A Word in This Season

A few times in life, one reflects on their past decisions. The situations that we left undone, the life that one has up until this point. In the midst of these moments, we wonder both aloud and in our own solemn sacred space about the impact we have made on humanity. No one wants their life to be lived without purpose; while some lives may end in this manner; I doubt highly that this was the initial intent. So much so is the case for me on today. In moments of great frustration, while I am inclined to write; I attempt to pace myself and wait till I am able to calm down and write coherent and complete thoughts.

So here it goes, One of my greatest challenges in life is attempting to Love people when you dont receive love in return. Quite possibly for me; love is the unrelenting audacity to hope against hope for the betterment and success of the other. In Smoke on the Mountain- Joy Davidman, C.S. Lewis's wife stated;

For many contemporaries God has dwindled into a noble abstraction, a tendency of history, a goal of evolution; has thinned out into a concept useful for organizing world peace - a good thing as an idea. But not the Word made flesh, who died for us and rose again from the dead. Not a Personality that a man can feel any love for. And not, certainly, the eternal Lover, who took the initiative and fell in love with us.

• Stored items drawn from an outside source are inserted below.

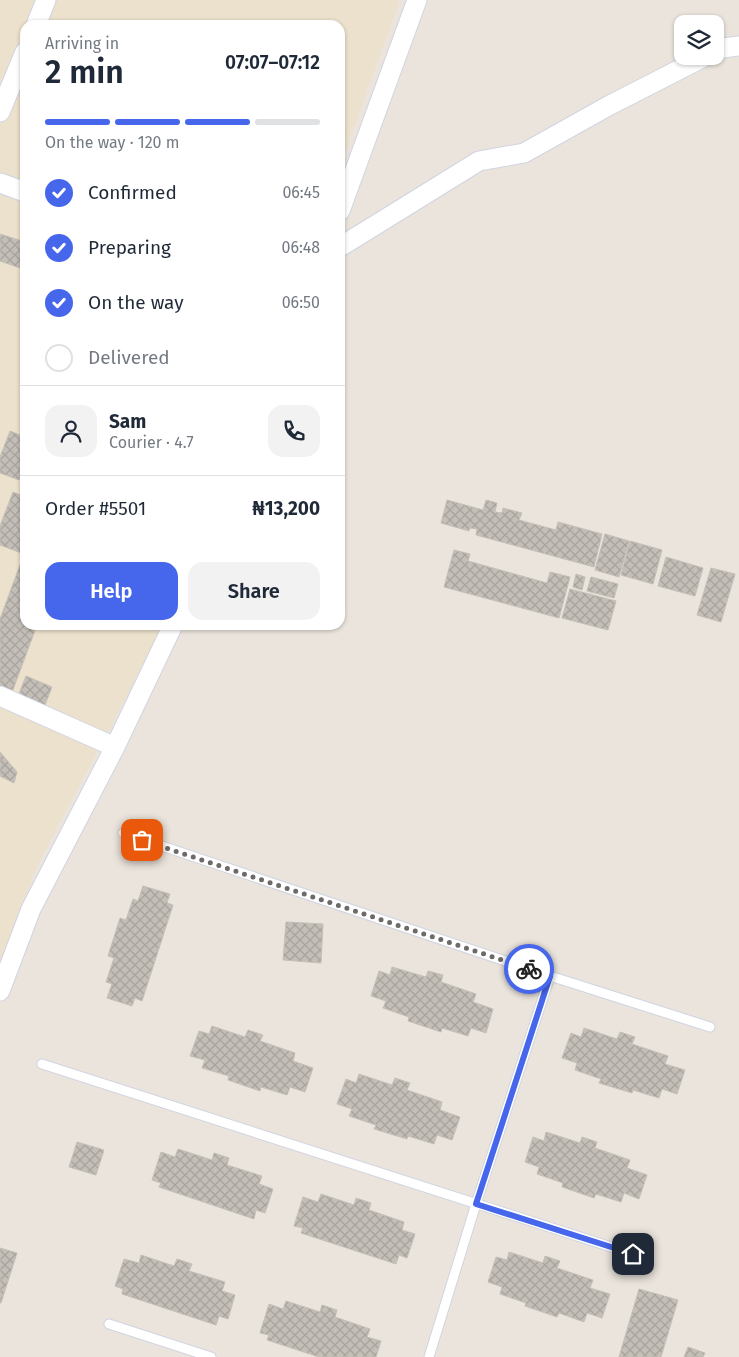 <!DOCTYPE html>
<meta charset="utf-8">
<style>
body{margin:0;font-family:"Fira Sans",sans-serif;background:#f2f2f3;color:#1f2937;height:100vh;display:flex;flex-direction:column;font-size:19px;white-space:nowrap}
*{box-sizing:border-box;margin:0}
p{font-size:16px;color:#747a83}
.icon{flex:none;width:28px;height:28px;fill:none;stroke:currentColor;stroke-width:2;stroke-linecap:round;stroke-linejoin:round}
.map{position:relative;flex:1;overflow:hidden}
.drawer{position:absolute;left:20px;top:20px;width:325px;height:610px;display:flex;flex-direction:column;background:#fff;border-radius:15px;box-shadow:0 1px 4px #0004}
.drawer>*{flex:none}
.buttons{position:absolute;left:674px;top:15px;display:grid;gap:10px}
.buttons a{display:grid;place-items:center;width:50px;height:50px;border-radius:10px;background:#fff;box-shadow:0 1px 4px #0004;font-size:25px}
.pin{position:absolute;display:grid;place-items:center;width:42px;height:42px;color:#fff;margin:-21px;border-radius:10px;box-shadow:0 2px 8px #0006}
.courier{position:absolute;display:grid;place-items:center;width:50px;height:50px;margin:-25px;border:4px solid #4666ec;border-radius:50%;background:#fff;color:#222;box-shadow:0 1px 6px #0007}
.summary em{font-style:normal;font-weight:600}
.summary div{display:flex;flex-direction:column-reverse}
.summary{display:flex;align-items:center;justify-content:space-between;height:85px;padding:0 25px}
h1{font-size:32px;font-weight:600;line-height:38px}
.bar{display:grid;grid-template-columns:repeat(4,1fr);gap:8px 5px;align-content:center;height:60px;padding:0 25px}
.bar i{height:6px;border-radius:4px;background:#e0e1e3}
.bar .selected{background:#4666ec}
.bar p{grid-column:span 4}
.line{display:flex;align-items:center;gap:12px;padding:0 25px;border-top:1px solid #e0e1e3}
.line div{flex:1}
.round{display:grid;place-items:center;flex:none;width:52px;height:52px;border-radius:15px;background:#f2f2f3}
ol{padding:0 25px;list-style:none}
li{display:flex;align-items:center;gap:15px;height:55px}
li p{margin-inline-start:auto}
li .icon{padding:5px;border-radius:50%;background:#4666ec;color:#fff;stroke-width:4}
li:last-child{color:#747a83}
li i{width:28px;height:28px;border:2px solid #e0e1e3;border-radius:50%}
.button{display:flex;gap:10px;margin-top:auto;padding:10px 25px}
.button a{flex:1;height:58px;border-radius:15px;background:#4666ec;color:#fff;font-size:20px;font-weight:600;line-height:58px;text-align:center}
.button a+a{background:#f2f2f3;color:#1f2937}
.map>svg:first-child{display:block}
.education{fill:#ebe1cc}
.building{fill:url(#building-cross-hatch);stroke:#c5c0b6}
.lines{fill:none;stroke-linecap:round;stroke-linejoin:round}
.service-casing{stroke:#d1d4e1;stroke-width:11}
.minor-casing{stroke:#d1d4e1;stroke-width:21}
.service{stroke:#fff;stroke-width:9}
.minor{stroke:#fff;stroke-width:19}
.done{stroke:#6d6a68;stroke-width:5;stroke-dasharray:0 9}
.route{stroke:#4666ec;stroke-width:6}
</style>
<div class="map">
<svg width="739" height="1357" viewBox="0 0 739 1357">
<defs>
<pattern id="building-cross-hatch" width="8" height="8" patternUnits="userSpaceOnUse" patternTransform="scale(1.25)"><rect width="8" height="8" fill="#c3beb7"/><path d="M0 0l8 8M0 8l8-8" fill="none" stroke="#a8a39d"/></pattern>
</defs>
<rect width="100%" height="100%" fill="#eae4dc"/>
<path class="education" d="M0,0H400L340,165V25H25V625H164L38,864L0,961Z"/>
<path class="building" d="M0,234L25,242V251L20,268L0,261Z
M10,431L25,437V466L19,480L0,473V457Z
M13,492L25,497V625H37L11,695L0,691V619L24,554L0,545V526Z
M447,500L483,510L486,500L497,503L495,512L502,513L503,508L522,513L519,520L556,530L558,522L602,534L594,567L476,535L477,529L470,528L469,531L441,523Z
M605,534L629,541L619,577L595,570Z
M630,541L662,550L653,584L621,575Z
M454,550L470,554L468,561L547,583L550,572L570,577L559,618L444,587Z
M666,557L703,568L695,596L658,586Z
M711,568L735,574L721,622L697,615Z
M576,574L585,577L582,590L573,587Z
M591,577L618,584L614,598L587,591Z
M570,589L616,601L608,630L562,618Z
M26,676L52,687L43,710L17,699Z
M0,752L17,772L14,783L0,776Z
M143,886L170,894L167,903L173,905L142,1001L135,998L132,1006L107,998L112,984L106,982L114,958L108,956L120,918L126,920L133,899L138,901Z
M286,922L323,924L321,963L283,960Z
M392,967L426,977L428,971L443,975L441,982L476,994L473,1002L493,1009L486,1033L471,1028L468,1036L442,1028L441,1032L408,1021L409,1017L383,1008L386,1001L371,996L379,971L390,975Z
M212,1026L245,1037L248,1030L263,1035L260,1041L295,1053L293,1061L313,1068L305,1092L290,1087L287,1095L261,1087L260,1091L228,1080L229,1076L202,1068L205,1060L190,1056L199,1031L209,1034Z
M584,1028L617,1039L620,1032L635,1037L632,1044L668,1056L665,1064L685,1070L677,1094L662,1089L659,1098L633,1090L632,1093L599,1083L601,1079L575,1070L577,1063L562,1058L571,1033L581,1037Z
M359,1074L392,1085L395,1078L410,1083L407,1090L442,1102L440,1110L460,1117L452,1140L437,1135L434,1144L408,1136L407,1139L374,1129L376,1125L349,1116L352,1109L337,1104L346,1079L356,1083Z
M546,1132L580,1143L582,1137L597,1142L595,1148L630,1160L627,1168L647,1175L639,1199L624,1193L621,1202L596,1194L594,1198L562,1187L563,1183L537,1174L539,1167L525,1162L533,1137L544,1141Z
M77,1142L104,1150L96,1175L69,1167Z
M178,1149L212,1160L214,1153L229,1158L227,1165L262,1176L259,1184L273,1189L265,1213L256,1210L254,1219L159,1187L161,1183L152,1180L161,1152L175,1157Z
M321,1194L354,1205L356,1198L371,1203L369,1210L404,1222L402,1230L415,1234L407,1258L399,1255L396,1264L301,1233L303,1228L294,1226L303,1197L318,1202Z
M0,1248L17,1253L1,1303H0Z
M509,1252L543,1263L545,1256L560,1261L557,1268L593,1280L590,1288L610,1294L602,1318L587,1313L584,1322L559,1313L557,1317L525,1306L526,1303L500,1294L502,1287L488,1282L496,1257L507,1260Z
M141,1255L174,1266L177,1259L192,1264L189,1271L225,1282L222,1291L235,1295L228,1319L219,1316L216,1325L122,1294L123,1289L115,1286L124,1259L139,1263Z
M639,1289L678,1300L661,1357H619Z
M286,1301L320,1312L322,1305L337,1310L335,1317L370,1329L367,1337L381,1341L376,1357H319L267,1340L269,1335L260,1333L269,1304L283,1309Z
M688,1347L705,1353L703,1357H684Z"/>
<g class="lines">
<defs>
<path id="service" d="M123,833L550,976L710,1027
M42,1064L633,1254
M109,1324L211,1357
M429,1357L476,1204L550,976"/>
<path id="minor" d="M36,25L46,0
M715,52L723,48L739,46
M0,112L25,52
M0,183L25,192
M340,211L417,0
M340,247L479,161L524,153L610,105L706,56
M0,696L115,747
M0,991L31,909L115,747L173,625"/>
</defs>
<use href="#service" class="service-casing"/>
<use href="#minor" class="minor-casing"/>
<use href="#service" class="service"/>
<use href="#minor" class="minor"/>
</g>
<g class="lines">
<path class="done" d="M142,840L529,969"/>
<path class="route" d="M529,969L550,976L476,1204L633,1254"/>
</g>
</svg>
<div class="buttons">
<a><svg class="icon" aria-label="layers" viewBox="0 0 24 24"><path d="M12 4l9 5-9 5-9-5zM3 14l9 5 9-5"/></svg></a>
</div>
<div class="pin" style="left:142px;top:840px;background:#ea580c"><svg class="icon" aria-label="bag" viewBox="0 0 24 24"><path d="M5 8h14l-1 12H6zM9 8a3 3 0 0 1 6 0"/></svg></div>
<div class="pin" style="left:633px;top:1254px;background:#1f2937"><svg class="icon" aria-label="home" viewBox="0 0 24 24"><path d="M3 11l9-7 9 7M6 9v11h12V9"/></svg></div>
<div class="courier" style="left:529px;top:969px"><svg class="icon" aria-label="bike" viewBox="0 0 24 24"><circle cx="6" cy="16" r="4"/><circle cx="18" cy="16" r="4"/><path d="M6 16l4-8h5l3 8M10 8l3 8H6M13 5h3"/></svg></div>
<section class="drawer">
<div class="summary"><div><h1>2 min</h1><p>Arriving in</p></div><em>07:07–07:12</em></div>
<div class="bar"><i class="selected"></i><i class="selected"></i><i class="selected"></i><i></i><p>On the way · 120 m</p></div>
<ol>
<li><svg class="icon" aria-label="check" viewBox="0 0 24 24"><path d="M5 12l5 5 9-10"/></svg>Confirmed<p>06:45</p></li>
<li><svg class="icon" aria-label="check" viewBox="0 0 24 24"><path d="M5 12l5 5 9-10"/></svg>Preparing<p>06:48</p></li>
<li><svg class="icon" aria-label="check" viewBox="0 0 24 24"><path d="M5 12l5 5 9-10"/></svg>On the way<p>06:50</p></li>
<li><i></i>Delivered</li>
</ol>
<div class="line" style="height:90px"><a class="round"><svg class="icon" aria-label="person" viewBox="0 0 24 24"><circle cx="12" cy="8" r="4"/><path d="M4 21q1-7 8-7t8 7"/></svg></a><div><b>Sam</b><p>Courier · 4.7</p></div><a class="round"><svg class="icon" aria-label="phone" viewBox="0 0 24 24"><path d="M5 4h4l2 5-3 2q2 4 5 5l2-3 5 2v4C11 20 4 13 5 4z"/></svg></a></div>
<div class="line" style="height:65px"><div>Order #5501</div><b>₦13,200</b></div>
<div class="button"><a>Help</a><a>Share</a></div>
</section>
</div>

Is it shocking to think of God as a pursuing lover? Then Christianity is shocking. If we accept the supernatural only as something too weak and passive to interfere with the natural, we had best call ourselves materialists and be done with it-we shall gain in honesty what we lose in respectability. Here's a test to tell if your faith is anything more than faith - and - water. Suppose that tonight the Holy Spirit lifts you high into space, speaks a message to your conscience, then invisibly tucks you back into your safe little bed again. Will you consider the possibility that this experience is genuine? Or will you conclude at once that you must be crazy, and start yelling for a psychiatrist?

And here's a more practical test-since, in all probability, very few of us will be lifted from our beds tonight. Do you think that Christianity is primarily valuable as a means of solving our " real " problem - i.e., how to build a permanently healthy, wealthy, and wise society in this world? If you do, you're at least half a materialist, and some day the Marxists may be calling you comrade.